Friday, May 11, 2012

JPMorgan's trading loss could support case for tighter regulation

Welcome to the morning roundup. The big story this morning is JPMorgan Chase & Co.'s $2 billion trading loss, which the bank announced after the markets closed Thursday. Here's a look at related news.

Support for regulations? JPMorgan's massive trading loss could help make the case for tighter regulations, the New York Times writes. As the economy has recovered, banks have successfully fought for exceptions to new government rules, but JPMorgan's announcement marks "a crucial moment in the debate," one expert told the Times.

Dimon trips up.
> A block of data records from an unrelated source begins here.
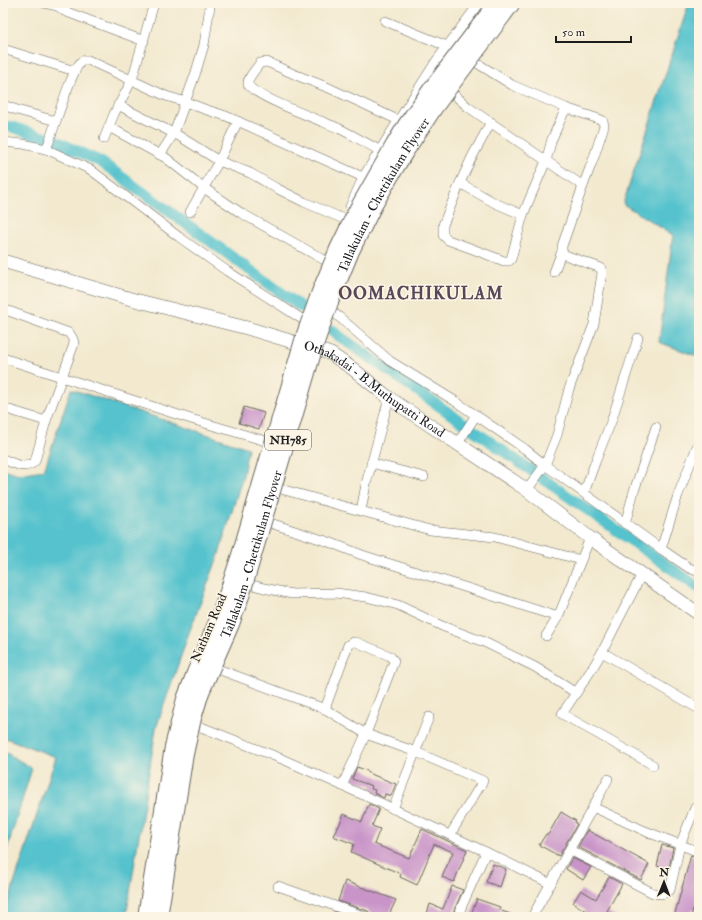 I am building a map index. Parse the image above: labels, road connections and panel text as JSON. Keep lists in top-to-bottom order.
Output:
{
  "streets": {
    "highway": ["Tallakulam - Chettikulam Flyover", "NH785"],
    "main road": ["Othakadai - B.Muthupatti Road", "Natham Road"]
  },
  "crossings": [
    ["Othakadai - B.Muthupatti Road", "Natham Road"]
  ],
  "districts": ["OOMACHIKULAM"],
  "scale_bar": "50 m",
  "north": "top"
}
The Wall Street Journal examines what the misstep means for JPMorgan CEO Jamie Dimon, one of the nation's most successful bank executives in recent years, calling his acknowledgment Thursday a "rare blow."

Moby Dick. In another take, a Reuters columnist says JPMorgan's "Ahab has met his Moby Dick." Dimon has worked hard to build a bank strong enough to stay afloat in a shaky economy, but the $2 billion hedging hit will put his bank to the test.

Embracing risk. JPMorgan chief investment officer Ina Drew, head of the unit responsible for the $2 billion loss, has long embraced risk, Bloomberg reports. Her operation has been transformed under Dimon to make bigger speculative bets with the firm's own money, former employees told Bloomberg.